WORK INSTRUCTIONS: The word "Cogswell" occurs in some of the lines below; copy each of those lines.
DATA FOR THE TASK START
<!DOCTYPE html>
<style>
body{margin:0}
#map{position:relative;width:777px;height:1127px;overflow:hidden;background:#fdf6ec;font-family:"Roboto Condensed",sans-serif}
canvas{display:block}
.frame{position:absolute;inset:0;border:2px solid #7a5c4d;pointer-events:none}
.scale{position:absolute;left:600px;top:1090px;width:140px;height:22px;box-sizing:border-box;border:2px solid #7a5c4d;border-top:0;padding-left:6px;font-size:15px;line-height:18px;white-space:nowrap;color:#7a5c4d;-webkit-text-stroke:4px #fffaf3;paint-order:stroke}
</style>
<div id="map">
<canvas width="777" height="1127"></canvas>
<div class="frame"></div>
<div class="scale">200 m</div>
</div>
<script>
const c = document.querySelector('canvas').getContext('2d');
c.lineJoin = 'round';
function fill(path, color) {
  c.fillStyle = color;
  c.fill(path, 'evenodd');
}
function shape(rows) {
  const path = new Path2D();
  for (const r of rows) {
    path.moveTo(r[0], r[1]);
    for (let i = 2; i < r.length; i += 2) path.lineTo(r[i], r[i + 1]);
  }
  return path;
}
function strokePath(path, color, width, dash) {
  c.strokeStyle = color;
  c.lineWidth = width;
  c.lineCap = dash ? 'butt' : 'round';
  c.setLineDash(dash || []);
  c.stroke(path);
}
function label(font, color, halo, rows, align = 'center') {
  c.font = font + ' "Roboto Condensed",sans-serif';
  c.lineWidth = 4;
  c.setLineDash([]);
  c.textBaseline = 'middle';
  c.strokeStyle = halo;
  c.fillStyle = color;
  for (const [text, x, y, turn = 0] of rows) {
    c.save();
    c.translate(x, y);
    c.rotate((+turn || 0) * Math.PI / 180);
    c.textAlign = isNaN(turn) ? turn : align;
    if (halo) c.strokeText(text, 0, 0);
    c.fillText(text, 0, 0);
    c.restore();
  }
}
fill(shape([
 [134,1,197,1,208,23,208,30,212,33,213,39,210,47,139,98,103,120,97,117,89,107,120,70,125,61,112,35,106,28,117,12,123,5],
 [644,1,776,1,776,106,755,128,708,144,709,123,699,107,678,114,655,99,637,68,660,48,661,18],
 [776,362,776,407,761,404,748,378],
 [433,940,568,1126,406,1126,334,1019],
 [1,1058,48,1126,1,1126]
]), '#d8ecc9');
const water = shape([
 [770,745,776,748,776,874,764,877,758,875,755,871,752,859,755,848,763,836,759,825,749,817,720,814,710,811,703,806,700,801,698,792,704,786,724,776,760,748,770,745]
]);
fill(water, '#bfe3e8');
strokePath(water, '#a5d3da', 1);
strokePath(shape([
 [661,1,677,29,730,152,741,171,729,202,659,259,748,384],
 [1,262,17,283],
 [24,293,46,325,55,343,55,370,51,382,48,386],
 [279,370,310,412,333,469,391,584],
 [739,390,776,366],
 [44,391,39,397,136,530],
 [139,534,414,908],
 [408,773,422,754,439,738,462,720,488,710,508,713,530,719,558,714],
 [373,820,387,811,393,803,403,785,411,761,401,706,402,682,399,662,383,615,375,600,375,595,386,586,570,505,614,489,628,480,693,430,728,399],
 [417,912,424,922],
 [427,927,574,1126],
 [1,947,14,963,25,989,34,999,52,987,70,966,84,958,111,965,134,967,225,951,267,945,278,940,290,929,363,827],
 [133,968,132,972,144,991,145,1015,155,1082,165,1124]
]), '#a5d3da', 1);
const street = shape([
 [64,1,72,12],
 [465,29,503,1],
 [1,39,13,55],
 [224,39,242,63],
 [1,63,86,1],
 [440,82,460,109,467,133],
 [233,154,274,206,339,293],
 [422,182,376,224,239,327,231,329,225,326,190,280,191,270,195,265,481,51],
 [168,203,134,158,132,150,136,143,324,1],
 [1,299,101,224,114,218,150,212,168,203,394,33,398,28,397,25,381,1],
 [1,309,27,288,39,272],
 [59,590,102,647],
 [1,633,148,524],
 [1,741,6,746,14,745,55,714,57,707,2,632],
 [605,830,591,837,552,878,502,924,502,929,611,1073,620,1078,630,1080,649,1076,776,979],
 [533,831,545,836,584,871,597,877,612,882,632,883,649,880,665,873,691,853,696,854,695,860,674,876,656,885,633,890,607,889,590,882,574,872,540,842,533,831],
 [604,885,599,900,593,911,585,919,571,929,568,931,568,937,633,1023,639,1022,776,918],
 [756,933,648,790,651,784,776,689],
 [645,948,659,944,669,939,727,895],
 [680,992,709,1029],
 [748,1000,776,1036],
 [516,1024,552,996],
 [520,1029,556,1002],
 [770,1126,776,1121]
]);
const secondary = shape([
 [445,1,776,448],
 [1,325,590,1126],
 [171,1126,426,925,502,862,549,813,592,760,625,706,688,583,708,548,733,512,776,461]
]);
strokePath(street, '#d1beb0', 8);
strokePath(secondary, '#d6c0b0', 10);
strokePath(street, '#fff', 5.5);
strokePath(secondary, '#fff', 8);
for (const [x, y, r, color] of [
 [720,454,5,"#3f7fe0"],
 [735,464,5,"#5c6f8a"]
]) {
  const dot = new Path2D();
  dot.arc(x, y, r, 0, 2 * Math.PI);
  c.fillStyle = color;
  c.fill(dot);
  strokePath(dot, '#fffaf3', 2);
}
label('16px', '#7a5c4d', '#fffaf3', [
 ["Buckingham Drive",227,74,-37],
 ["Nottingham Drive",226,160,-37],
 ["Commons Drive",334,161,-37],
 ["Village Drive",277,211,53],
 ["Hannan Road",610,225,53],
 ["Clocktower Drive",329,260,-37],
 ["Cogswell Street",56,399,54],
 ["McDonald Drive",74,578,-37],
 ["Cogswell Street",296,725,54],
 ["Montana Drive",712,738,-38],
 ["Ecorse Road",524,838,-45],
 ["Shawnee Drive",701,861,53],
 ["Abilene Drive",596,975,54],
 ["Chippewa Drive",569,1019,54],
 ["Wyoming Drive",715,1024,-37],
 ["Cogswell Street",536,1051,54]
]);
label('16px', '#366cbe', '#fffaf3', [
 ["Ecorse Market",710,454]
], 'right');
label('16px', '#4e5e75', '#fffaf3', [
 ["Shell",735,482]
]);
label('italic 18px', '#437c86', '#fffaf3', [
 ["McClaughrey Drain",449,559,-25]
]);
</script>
DATA FOR THE TASK END
EXPECTED OUTPUT:
 ["Cogswell Street",56,399,54],
 ["Cogswell Street",296,725,54],
 ["Cogswell Street",536,1051,54]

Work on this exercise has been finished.